Configuring the Analytics server

Use the following guidelines to configure your Analytics server(s) for optimum performance with Relativity.

This page contains the following sections:

Memory requirements

Analytics indexing

Server memory is the most important component in building an Analytics index. The more memory your server has, the larger the data sets that can be indexed without significant memory paging. Insufficient memory will slow down index build performance.

The following factors affect RAM consumption during indexing:

  • Number of documents in the training set
  • Number of documents in the searchable set
  • Number of unique words across all the documents in the data set being indexed
  • Total mean document size (as measured in unique words)

Use the following equation to estimate how much free RAM is needed to complete an index build:

(Number of Training Documents) * 6000 = Amount of RAM needed in bytes

An easy way to remember this equation is that every 1 Million training documents in the index require 6 GB of free RAM. The equation is based upon the average document set in Relativity. If your data set has more unique terms than an average data set, more RAM will be required to build. We recommend accounting for slightly more RAM than the equation estimates.

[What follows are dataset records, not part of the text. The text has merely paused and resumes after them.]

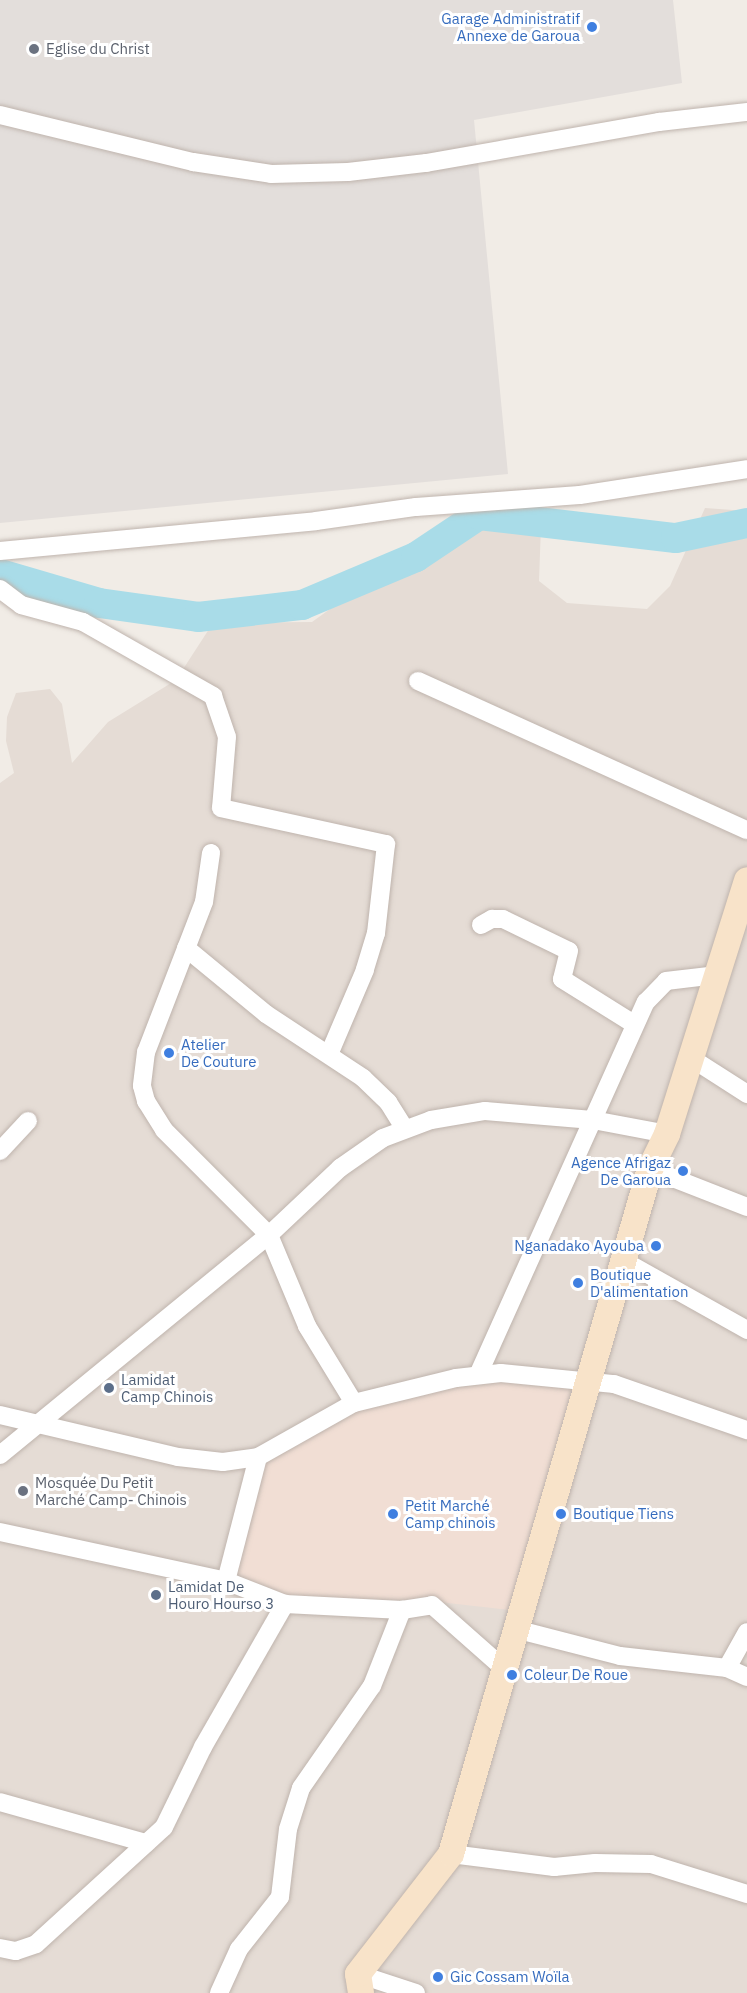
<!DOCTYPE html>
<meta charset="utf-8">
<style>
body{margin:0}
#map{position:relative;width:747px;height:1993px;overflow:hidden;background:#f1ece6;font-family:"IBM Plex Sans",sans-serif}
div>[style]{position:absolute}
[style*='--x']{left:calc(var(--x)*1px);top:calc(var(--y)*1px);width:calc(var(--w)*1px);rotate:calc(var(--a)*1deg)}
.residential>*{inset:0;background:#e5dcd5}
.commercial>*{inset:0;background:#f1ded4}
.industrial>*{inset:0;background:#e3dedb}
.river>*{height:30px;margin:-15px;padding:0 15px;transform-origin:15px;border-radius:15px;background:#a9dce8}
.roads{filter:drop-shadow(0 0 2px #bfb4ad) drop-shadow(0 0 2px #bfb4ad)}
.minor>*{height:18px;margin:-9px;padding:0 9px;transform-origin:9px;border-radius:9px;background:#fff}
.secondary>*{height:26px;margin:-13px;padding:0 13px;transform-origin:13px;border-radius:13px;background:#f8e3c9}
.dots>*{width:16px;height:16px;translate:-50% -50%;box-sizing:border-box;border:3px solid #fff;border-radius:50%}
span{translate:-50% -50%;white-space:nowrap;text-align:center;line-height:1.15;-webkit-text-stroke:6px #fff;paint-order:stroke}
.shop-label{font-size:15px;color:#366cbe}
.right{translate:-100% -50%;text-align:right}
.left{translate:0 -50%;text-align:left}
.worship-label{font-size:15px;color:#5b616d}
.service-label{font-size:15px;color:#4e5e75}
</style>
<div id="map">
<div class="residential">
<div style="clip-path:polygon(705px 508px,747px 511px,747px 1993px,0 1993px,0 783px,14px 773px,6px 741px,7px 717px,16px 693px,50px 689px,62px 704px,72px 763px,108px 722px,176px 680px,213px 623px,312px 622px,423px 542px,500px 523px,541px 526px,539px 581px,567px 603px,647px 609px,670px 586px)"></div>
</div>
<div class="commercial">
<div style="clip-path:polygon(527px 1379px,579px 1387px,511px 1610px,421px 1600px,292px 1599px,234px 1576px,262px 1460px,358px 1407px,420px 1391px)"></div>
</div>
<div class="industrial">
<div style="clip-path:polygon(0 0,673px 0,682px 83px,474px 120px,508px 474px,0 523px)"></div>
</div>
<div class="river">
<div style="--x:0;--y:574;--w:103;--a:16.3"></div>
<div style="--x:99;--y:603;--w:100;--a:8"></div>
<div style="--x:198;--y:617;--w:105;--a:-6.6"></div>
<div style="--x:302;--y:605;--w:124;--a:-22.8"></div>
<div style="--x:416;--y:557;--w:76;--a:-33.7"></div>
<div style="--x:479;--y:515;--w:198;--a:6.7"></div>
<div style="--x:676;--y:538;--w:73;--a:-11.9"></div>
</div>
<div class="roads">
<div class="minor">
<div style="--x:0;--y:115;--w:199;--a:13.7"></div>
<div style="--x:193;--y:162;--w:79;--a:8.7"></div>
<div style="--x:271;--y:174;--w:77;--a:-1.5"></div>
<div style="--x:348;--y:172;--w:79;--a:-6.6"></div>
<div style="--x:426;--y:163;--w:237;--a:-10"></div>
<div style="--x:659;--y:122;--w:89;--a:-6.5"></div>
<div style="--x:0;--y:551;--w:317;--a:-5.4"></div>
<div style="--x:316;--y:521;--w:101;--a:-8"></div>
<div style="--x:416;--y:507;--w:164;--a:-4.2"></div>
<div style="--x:580;--y:495;--w:169;--a:-8.8"></div>
<div style="--x:0;--y:589;--w:26;--a:37"></div>
<div style="--x:21;--y:605;--w:64;--a:15.3"></div>
<div style="--x:83;--y:622;--w:150;--a:29.6"></div>
<div style="--x:213;--y:696;--w:43;--a:71.1"></div>
<div style="--x:227;--y:737;--w:71;--a:94.8"></div>
<div style="--x:221;--y:808;--w:169;--a:12.3"></div>
<div style="--x:386;--y:844;--w:90;--a:96.4"></div>
<div style="--x:376;--y:933;--w:39;--a:107"></div>
<div style="--x:365;--y:970;--w:89;--a:113.1"></div>
<div style="--x:418;--y:681;--w:361;--a:24.4"></div>
<div style="--x:211;--y:853;--w:49;--a:98.1"></div>
<div style="--x:204;--y:902;--w:161;--a:111.1"></div>
<div style="--x:146;--y:1052;--w:34;--a:97"></div>
<div style="--x:142;--y:1086;--w:16;--a:75"></div>
<div style="--x:146;--y:1101;--w:34;--a:58"></div>
<div style="--x:164;--y:1130;--w:148;--a:45"></div>
<div style="--x:269;--y:1235;--w:99;--a:67.3"></div>
<div style="--x:307;--y:1326;--w:90;--a:58.6"></div>
<div style="--x:481;--y:925;--w:13;--a:-29"></div>
<div style="--x:492;--y:919;--w:11;--a:0"></div>
<div style="--x:503;--y:919;--w:73;--a:25.9"></div>
<div style="--x:569;--y:951;--w:29;--a:104"></div>
<div style="--x:562;--y:979;--w:85;--a:32"></div>
<div style="--x:186;--y:948;--w:104;--a:39.5"></div>
<div style="--x:266;--y:1014;--w:116;--a:33.4"></div>
<div style="--x:363;--y:1078;--w:35;--a:44"></div>
<div style="--x:388;--y:1102;--w:32;--a:58"></div>
<div style="--x:691;--y:1058;--w:67;--a:32.7"></div>
<div style="--x:0;--y:1151;--w:41;--a:-47"></div>
<div style="--x:650;--y:1169;--w:104;--a:21.4"></div>
<div style="--x:626;--y:1262;--w:139;--a:29.3"></div>
<div style="--x:478;--y:1375;--w:409;--a:-65.8"></div>
<div style="--x:646;--y:1002;--w:29;--a:-46"></div>
<div style="--x:666;--y:981;--w:50;--a:-6.8"></div>
<div style="--x:0;--y:1415;--w:183;--a:13.3"></div>
<div style="--x:178;--y:1457;--w:45;--a:6.3"></div>
<div style="--x:223;--y:1462;--w:35;--a:-8"></div>
<div style="--x:258;--y:1457;--w:110;--a:-29.4"></div>
<div style="--x:354;--y:1403;--w:105;--a:-13.8"></div>
<div style="--x:456;--y:1378;--w:45;--a:-6.3"></div>
<div style="--x:501;--y:1373;--w:114;--a:5.6"></div>
<div style="--x:614;--y:1384;--w:141;--a:19.1"></div>
<div style="--x:0;--y:1455;--w:348;--a:-39.3"></div>
<div style="--x:269;--y:1235;--w:98;--a:-43.3"></div>
<div style="--x:340;--y:1168;--w:52;--a:-34.9"></div>
<div style="--x:383;--y:1138;--w:51;--a:-20.6"></div>
<div style="--x:431;--y:1120;--w:55;--a:-9.5"></div>
<div style="--x:485;--y:1111;--w:108;--a:4.8"></div>
<div style="--x:593;--y:1120;--w:75;--a:10.7"></div>
<div style="--x:0;--y:1532;--w:231;--a:12.2"></div>
<div style="--x:226;--y:1581;--w:63;--a:21.3"></div>
<div style="--x:285;--y:1604;--w:117;--a:2.9"></div>
<div style="--x:402;--y:1610;--w:30;--a:-9"></div>
<div style="--x:432;--y:1605;--w:94;--a:41.5"></div>
<div style="--x:226;--y:1581;--w:128;--a:-75.5"></div>
<div style="--x:515;--y:1629;--w:108;--a:14.4"></div>
<div style="--x:620;--y:1656;--w:108;--a:6.4"></div>
<div style="--x:727;--y:1668;--w:22;--a:24"></div>
<div style="--x:727;--y:1668;--w:41;--a:-60.9"></div>
<div style="--x:0;--y:1802;--w:152;--a:15.7"></div>
<div style="--x:451;--y:1854;--w:104;--a:7.2"></div>
<div style="--x:554;--y:1867;--w:41;--a:-5.6"></div>
<div style="--x:595;--y:1863;--w:56;--a:1"></div>
<div style="--x:651;--y:1864;--w:101;--a:17.4"></div>
<div style="--x:0;--y:1948;--w:16;--a:11"></div>
<div style="--x:16;--y:1951;--w:21;--a:-19"></div>
<div style="--x:36;--y:1944;--w:173;--a:-42.4"></div>
<div style="--x:164;--y:1827;--w:89;--a:-64"></div>
<div style="--x:203;--y:1747;--w:165;--a:-60.2"></div>
<div style="--x:358;--y:1974;--w:61;--a:18.1"></div>
<div style="--x:219;--y:1993;--w:48;--a:-65.6"></div>
<div style="--x:239;--y:1949;--w:66;--a:-51.7"></div>
<div style="--x:280;--y:1897;--w:68;--a:-83.3"></div>
<div style="--x:288;--y:1829;--w:43;--a:-72.4"></div>
<div style="--x:301;--y:1788;--w:124;--a:-55.2"></div>
<div style="--x:372;--y:1686;--w:82;--a:-68.5"></div>
</div>
<div class="secondary">
<div style="--x:361;--y:1993;--w:19;--a:-99"></div>
<div style="--x:358;--y:1974;--w:152;--a:-52.2"></div>
<div style="--x:451;--y:1854;--w:713;--a:-73.8"></div>
<div style="--x:650;--y:1169;--w:39;--a:-64"></div>
<div style="--x:667;--y:1134;--w:266;--a:-72.5"></div>
</div>
</div>
<div class="dots">
<div style="left:592px;top:27px;background:#3f7fe0"></div>
<div style="left:34px;top:49px;background:#6b7280"></div>
<div style="left:169px;top:1053px;background:#3f7fe0"></div>
<div style="left:683px;top:1171px;background:#3f7fe0"></div>
<div style="left:656px;top:1246px;background:#3f7fe0"></div>
<div style="left:578px;top:1283px;background:#3f7fe0"></div>
<div style="left:109px;top:1388px;background:#5c6f8a"></div>
<div style="left:23px;top:1491px;background:#6b7280"></div>
<div style="left:393px;top:1514px;background:#3f7fe0"></div>
<div style="left:561px;top:1514px;background:#3f7fe0"></div>
<div style="left:156px;top:1595px;background:#5c6f8a"></div>
<div style="left:512px;top:1675px;background:#3f7fe0"></div>
<div style="left:438px;top:1977px;background:#3f7fe0"></div>
</div>
<div class="shop-label">
<span class="right" style="left:580px;top:27px">Garage Administratif<br>Annexe de Garoua</span>
<span class="left" style="left:181px;top:1053px">Atelier<br>De Couture</span>
<span class="right" style="left:671px;top:1171px">Agence Afrigaz<br>De Garoua</span>
<span class="right" style="left:644px;top:1246px">Nganadako Ayouba</span>
<span class="left" style="left:590px;top:1283px">Boutique<br>D'alimentation</span>
<span class="left" style="left:405px;top:1514px">Petit Marché<br>Camp chinois</span>
<span class="left" style="left:573px;top:1514px">Boutique Tiens</span>
<span class="left" style="left:524px;top:1675px">Coleur De Roue</span>
<span class="left" style="left:450px;top:1977px">Gic Cossam Woïla</span>
</div>
<div class="worship-label">
<span class="left" style="left:46px;top:49px">Eglise du Christ</span>
<span class="left" style="left:35px;top:1491px">Mosquée Du Petit<br>Marché Camp- Chinois</span>
</div>
<div class="service-label">
<span class="left" style="left:121px;top:1388px">Lamidat<br>Camp Chinois</span>
<span class="left" style="left:168px;top:1595px">Lamidat De<br>Houro Hourso 3</span>
</div>
</div>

For information on performance baselines for Analytics indexing and other features, see Performance baselines and recommendations.

Structured analytics

To run structured analytics, the Analytics server can require substantial server resources. The structured analytics features are run by the Java process, as well as PostgreSQL. One of the most important components of ensuring a successful structured analytics operation is ensuring that Java has access to a sufficient amount of RAM. The following equation may be used to estimate how much RAM will be required for a given structured analytics set:

(Number of Documents) * 6000 = Amount of JVM needed in bytes

An easy way to remember this equation is that every 1 million documents in the set require about 6 GB of RAM for the Java process. If your data set is comprised of very long documents, it may require more JVM. If it is comprised of very small documents, then you may not need as much JVM. If Java does not have sufficient memory to complete a structured analytics operation, it is not often that you will receive an OOM error. More often Java will heap dump and garbage collect endlessly without ever successfully completing the operation. This equation is a good starting point so that these types of problems do not occur. See the section Java heap size (JVM) for information on how to configure JVM.

For information on performance baselines for structured analytics, see Performance baselines and recommendations.

Enabled Analytics indexes

An Analytics index is stored on disk and is loaded into memory when the index has queries enabled (the Enable Queries button on the index). An index with queries enabled may be used for all Analytics functionality such as clustering, categorization, etc. as well as querying. When you enable queries” on an Analytics index, Relativity loads the vectors associated with all searchable documents and words in the conceptual space into RAM in an lsiapp.exe process. For indexes with millions of documents and words, this RAM requirement may be thousands of MB. The number of words per document can range widely, from about 0.80 to 10, depending on the type of data in the index. These ranges indicate the amount RAM needed for an index to be enabled:

  • #SearchableDocuments * 5,000 = High end of # of bytes required
  • # SearchableDocuments * 400 = Low end of # of bytes required

Click Disable Queries on any Analytics indexes that aren’t in use to free up RAM on the Analytics server. The MaxAnalyticsIndexIdleDays instance setting helps with this issue. This value is the number of days that an Analytics index can remain inactive before the Case Manager agent disables queries on it. Inactivity on the Analytics index is defined as not having any categorization, clustering, or any type of searches using the index. This feature ensures that indexes that are not being used are not using up RAM on the Analytics server. If the index needs to be used again, simply navigate to the index in Relativity and click Enable Queries. It will be available for searching again within seconds.

Java heap size (JVM)

Depending on the amount of RAM on your Analytics server, as well as its role, you will need to modify the Java Heap Size setting. This setting controls how much RAM the Java process may consume. Java is used for index populations, as well as structured analytics operations, clustering, and categorization.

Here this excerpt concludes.